Sem tratamento milagroso
Os especialistas ouvidos pela CNN também citaram que, desde o início da pandemia, muitos medicamentos sem eficácia comprovada foram apontados para o tratamento da doença. Eles acreditam que esse discurso esteja perdendo força. “A gente viveu uma fase de absurdo obscurantismo na medicina, com a prescrição de vários medicamentos que não mostraram eficácia”, disse. “Apesar de muitos defenderem e usarem [esses remédios], acho que os médicos estão superando esse paradigma”, disse Barbosa, da Unesp. “A ideia do ‘tratamento precoce’ está sendo abandonada, acredito que haja consenso que não tem um antiviral. No início, o uso era muito mais indiscriminado”, argumenta Júlio Croda, infectologista e pesquisador da Fiocruz. “Hoje, conseguimos tratar melhor os pacientes e lidar melhor com a doença”.
Mais do que uma doença respiratória
Para além dos números, o entendimento sobre a doença também evoluiu rapidamente. “Muitas coisas mudaram desde o início da pandemia. Descobrimos que a Covid não é só uma doença respiratória, mas sistêmica”, disse Alexandre Naime Barbosa, da Unesp. “Ela tem, principalmente, sintomas respiratórios, mas pode ter efeitos desastrosos no sistema nervoso central, causar alterações cardiológicas e gastrointestinais”, explica o professor. Essa característica também foi ressaltada pelo infectologista Marcelo Otsuka.

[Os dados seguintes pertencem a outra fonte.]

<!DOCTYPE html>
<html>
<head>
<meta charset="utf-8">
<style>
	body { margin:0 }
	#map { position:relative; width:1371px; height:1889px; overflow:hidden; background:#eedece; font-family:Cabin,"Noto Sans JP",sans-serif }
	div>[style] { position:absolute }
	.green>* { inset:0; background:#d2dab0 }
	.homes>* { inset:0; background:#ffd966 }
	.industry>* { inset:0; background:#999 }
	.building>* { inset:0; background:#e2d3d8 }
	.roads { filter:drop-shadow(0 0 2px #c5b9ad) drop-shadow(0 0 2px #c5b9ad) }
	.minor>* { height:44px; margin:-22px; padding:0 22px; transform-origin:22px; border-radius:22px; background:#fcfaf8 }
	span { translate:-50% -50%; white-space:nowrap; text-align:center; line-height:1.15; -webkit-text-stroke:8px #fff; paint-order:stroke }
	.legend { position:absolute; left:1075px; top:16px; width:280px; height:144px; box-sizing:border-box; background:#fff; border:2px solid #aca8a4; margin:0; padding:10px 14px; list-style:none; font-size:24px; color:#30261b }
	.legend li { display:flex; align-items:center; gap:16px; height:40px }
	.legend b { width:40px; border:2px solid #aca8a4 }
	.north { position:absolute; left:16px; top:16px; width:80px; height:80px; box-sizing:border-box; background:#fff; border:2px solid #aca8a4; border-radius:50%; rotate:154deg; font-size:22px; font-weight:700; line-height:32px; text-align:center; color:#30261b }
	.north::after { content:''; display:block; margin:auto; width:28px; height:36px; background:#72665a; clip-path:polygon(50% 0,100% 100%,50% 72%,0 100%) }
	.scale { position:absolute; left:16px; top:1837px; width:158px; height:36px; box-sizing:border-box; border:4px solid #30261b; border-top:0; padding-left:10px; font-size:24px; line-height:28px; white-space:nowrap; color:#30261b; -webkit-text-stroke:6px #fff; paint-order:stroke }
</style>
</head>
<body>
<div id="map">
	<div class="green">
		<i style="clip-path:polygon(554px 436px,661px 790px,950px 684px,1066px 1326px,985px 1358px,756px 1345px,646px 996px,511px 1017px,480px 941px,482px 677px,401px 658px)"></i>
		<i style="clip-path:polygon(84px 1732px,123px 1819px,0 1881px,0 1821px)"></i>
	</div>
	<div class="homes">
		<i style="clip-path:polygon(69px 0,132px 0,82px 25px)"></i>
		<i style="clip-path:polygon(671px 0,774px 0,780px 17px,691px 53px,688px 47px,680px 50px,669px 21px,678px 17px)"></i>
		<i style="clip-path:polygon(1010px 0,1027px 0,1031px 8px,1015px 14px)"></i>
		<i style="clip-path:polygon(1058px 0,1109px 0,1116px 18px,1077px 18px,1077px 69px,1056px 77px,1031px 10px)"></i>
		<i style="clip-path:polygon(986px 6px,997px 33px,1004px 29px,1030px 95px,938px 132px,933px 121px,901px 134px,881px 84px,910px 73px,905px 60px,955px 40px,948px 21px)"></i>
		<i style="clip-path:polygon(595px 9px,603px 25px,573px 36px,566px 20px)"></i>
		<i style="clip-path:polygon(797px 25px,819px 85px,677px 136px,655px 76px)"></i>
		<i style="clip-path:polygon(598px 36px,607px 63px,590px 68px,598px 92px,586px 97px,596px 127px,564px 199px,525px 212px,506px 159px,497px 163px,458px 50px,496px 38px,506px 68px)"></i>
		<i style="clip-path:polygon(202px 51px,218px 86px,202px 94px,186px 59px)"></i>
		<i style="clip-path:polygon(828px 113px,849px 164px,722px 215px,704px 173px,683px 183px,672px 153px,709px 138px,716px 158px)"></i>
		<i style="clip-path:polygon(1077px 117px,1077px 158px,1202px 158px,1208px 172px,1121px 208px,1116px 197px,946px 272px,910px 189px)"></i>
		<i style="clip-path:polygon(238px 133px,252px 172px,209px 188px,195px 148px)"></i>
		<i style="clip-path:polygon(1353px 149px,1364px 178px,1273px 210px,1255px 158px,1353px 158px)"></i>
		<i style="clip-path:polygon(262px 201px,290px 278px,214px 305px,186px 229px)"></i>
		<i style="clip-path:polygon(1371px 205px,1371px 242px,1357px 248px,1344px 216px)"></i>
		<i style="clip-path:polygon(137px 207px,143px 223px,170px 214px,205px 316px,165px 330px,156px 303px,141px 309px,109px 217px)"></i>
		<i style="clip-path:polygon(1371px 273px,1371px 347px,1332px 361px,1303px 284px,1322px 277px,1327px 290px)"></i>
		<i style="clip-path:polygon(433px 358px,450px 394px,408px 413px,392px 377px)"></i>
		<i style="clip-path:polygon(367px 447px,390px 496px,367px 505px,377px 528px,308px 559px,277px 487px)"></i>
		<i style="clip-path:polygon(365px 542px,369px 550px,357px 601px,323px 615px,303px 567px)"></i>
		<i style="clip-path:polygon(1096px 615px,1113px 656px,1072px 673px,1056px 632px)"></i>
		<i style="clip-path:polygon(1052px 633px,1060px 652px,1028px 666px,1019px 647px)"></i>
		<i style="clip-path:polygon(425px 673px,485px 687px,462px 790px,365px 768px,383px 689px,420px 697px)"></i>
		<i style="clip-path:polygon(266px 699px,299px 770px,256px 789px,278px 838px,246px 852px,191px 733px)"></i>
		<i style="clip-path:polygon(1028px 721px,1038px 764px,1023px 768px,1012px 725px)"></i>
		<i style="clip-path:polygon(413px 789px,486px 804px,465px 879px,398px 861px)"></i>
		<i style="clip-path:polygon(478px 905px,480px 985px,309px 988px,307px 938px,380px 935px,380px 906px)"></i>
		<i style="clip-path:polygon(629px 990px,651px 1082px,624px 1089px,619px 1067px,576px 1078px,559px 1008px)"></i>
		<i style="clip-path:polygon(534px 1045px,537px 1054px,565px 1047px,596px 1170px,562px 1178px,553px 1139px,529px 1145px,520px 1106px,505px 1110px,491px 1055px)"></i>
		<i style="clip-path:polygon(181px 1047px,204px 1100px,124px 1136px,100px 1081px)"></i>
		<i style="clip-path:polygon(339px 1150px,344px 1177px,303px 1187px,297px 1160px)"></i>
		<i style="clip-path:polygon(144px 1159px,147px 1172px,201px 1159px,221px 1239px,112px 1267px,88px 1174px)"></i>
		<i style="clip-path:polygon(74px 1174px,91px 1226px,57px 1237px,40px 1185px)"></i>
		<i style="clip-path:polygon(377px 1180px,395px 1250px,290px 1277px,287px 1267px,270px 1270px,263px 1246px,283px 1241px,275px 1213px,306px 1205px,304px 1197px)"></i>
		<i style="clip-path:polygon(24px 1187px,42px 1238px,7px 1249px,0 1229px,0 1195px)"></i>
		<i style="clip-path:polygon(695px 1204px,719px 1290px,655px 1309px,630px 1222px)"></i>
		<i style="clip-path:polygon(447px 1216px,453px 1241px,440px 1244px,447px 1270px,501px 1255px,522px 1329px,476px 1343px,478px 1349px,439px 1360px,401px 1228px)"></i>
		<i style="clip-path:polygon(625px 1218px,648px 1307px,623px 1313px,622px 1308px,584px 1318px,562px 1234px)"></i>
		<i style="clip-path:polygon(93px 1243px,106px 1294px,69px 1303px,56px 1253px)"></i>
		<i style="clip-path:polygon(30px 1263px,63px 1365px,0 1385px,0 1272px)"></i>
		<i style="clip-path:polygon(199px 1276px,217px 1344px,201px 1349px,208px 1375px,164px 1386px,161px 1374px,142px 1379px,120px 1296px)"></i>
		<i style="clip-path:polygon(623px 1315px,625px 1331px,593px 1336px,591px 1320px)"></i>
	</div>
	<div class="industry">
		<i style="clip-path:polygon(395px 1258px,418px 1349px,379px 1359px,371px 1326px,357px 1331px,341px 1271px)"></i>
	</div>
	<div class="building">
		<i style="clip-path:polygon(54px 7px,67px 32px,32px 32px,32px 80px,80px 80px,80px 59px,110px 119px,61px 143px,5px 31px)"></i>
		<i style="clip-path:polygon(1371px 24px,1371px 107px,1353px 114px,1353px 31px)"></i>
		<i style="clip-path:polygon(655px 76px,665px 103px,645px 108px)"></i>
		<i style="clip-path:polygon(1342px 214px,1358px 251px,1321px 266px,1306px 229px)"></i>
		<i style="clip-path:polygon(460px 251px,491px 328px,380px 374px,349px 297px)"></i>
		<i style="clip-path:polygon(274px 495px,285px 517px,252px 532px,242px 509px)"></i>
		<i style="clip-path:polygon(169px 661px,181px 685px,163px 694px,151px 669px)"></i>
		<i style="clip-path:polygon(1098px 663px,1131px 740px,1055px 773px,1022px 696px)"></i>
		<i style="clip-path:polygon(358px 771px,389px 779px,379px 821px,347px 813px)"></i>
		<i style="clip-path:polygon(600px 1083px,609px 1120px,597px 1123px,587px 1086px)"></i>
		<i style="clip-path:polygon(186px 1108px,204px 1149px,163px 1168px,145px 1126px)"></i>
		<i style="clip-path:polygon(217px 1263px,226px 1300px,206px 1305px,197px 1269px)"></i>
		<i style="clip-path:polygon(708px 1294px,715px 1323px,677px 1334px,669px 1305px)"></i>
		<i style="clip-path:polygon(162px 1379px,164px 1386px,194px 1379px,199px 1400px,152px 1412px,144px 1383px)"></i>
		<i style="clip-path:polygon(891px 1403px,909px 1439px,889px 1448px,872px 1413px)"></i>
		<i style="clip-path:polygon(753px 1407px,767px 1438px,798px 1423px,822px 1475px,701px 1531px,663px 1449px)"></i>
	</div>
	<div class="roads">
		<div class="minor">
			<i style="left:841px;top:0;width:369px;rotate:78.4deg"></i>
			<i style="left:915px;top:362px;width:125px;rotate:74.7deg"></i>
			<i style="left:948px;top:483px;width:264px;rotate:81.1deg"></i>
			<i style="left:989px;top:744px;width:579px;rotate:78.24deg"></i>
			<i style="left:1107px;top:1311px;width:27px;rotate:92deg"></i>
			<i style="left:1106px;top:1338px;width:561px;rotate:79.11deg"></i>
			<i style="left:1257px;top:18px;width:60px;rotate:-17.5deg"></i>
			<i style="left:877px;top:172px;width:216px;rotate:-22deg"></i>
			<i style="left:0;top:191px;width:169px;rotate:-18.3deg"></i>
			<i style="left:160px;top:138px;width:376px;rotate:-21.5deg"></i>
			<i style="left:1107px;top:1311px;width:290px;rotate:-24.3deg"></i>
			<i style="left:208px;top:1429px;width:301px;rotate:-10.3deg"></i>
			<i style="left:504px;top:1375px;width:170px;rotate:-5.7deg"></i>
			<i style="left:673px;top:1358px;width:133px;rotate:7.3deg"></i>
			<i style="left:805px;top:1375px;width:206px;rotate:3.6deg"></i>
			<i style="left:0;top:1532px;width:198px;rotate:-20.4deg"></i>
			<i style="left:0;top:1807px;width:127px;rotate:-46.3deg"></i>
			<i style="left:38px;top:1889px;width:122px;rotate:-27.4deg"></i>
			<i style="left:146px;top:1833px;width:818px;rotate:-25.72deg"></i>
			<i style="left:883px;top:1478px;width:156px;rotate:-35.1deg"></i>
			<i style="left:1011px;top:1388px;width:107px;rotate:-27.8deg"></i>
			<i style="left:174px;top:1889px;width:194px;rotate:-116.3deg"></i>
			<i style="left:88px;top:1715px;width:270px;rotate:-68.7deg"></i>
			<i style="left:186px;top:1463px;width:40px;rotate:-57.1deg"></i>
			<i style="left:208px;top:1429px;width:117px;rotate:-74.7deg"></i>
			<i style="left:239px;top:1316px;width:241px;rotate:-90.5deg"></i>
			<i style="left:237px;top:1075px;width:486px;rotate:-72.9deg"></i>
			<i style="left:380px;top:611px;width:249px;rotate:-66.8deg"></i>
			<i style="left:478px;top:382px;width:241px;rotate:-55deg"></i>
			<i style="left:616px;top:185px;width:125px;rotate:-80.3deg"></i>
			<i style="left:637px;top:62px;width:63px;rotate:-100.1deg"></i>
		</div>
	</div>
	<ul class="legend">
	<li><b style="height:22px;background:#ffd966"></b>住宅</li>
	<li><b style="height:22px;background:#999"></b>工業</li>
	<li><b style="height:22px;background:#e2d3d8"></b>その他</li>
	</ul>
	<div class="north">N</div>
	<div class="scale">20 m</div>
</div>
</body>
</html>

“A gente não entendia a extensão da doença em outros órgãos além do pulmão, como os rins e o sistema nervoso. Hoje a gente observa que o vírus tem capacidade de provocar sequelas até em quem tem manifestações mais leves, como alterações cognitivas e relacionadas ao olfato e paladar”, afirmou. Junto com essa compreensão, também mudaram as orientações para prevenção do contágio. “Todo mundo deu prioridade, inicialmente, ao álcool em gel, antes do uso da máscara”, relembra Barbosa. “Hoje temos o conhecimento de que a transmissão acontece principalmente por gotículas, usar a máscara é mais importante do que lavar as mãos. A transmissão por contato pode acontecer, mas não é a forma mais comum”.
Júlio Croda, infectologista e pesquisador da Fiocruz, também destacou esse ponto. “No início da pandemia, foi bastante difundido que só profissionais de saúde tinham que usar a máscara. Nesse último ano, isso mudou bastante”, disse. “O uso da máscara foi incorporado ao nosso hábito social, inclusive agora de máscaras com maior barreira”.
O médico também lembra outra suposição que o tempo desbancou. “Tinham muitos questionamentos se os países tropicais teriam a doença por causa do clima, que o impacto seria mais severo em países mais frios. Mas o vírus provou que não respeita muito essa questão de clima, quente e frio, úmido ou seco. O contato e as medidas preventivas são o que afetam a transmissão”.
Avanços da ciência
Os médicos disseram que a pandemia gerou, indiretamente, alguns benefícios. Júlio Croda, pesquisador da Fiocruz, ressalta que a Covid-19 permitiu com que uma plataforma inédita de vacinas fosse usada, a que se baseia em RNA mensageiro —presente nas vacinas da Pfizer e Moderna, duas das mais eficazes na proteção contra a doença. “O aumento de leitos de terapia intensiva também foi um ganho importante. Temos hoje uma infraestrutura melhor, não só de capacidade, mas também de testes e diagnósticos. Esses são alguns ganhos secundários que irão permanecer”, disse. Para Barbosa, o ganho principal foi a percepção geral da importância da ciência. “Tivemos previsões que não se basearam em nada sólido e se mostraram desastrosas. Essa pandemia nos ensina a ser mais humildes e a escutar mais a ciência para termos ferramentas rápidas e efetivas que mudem o curso de uma pandemia. Isso fica de lição”.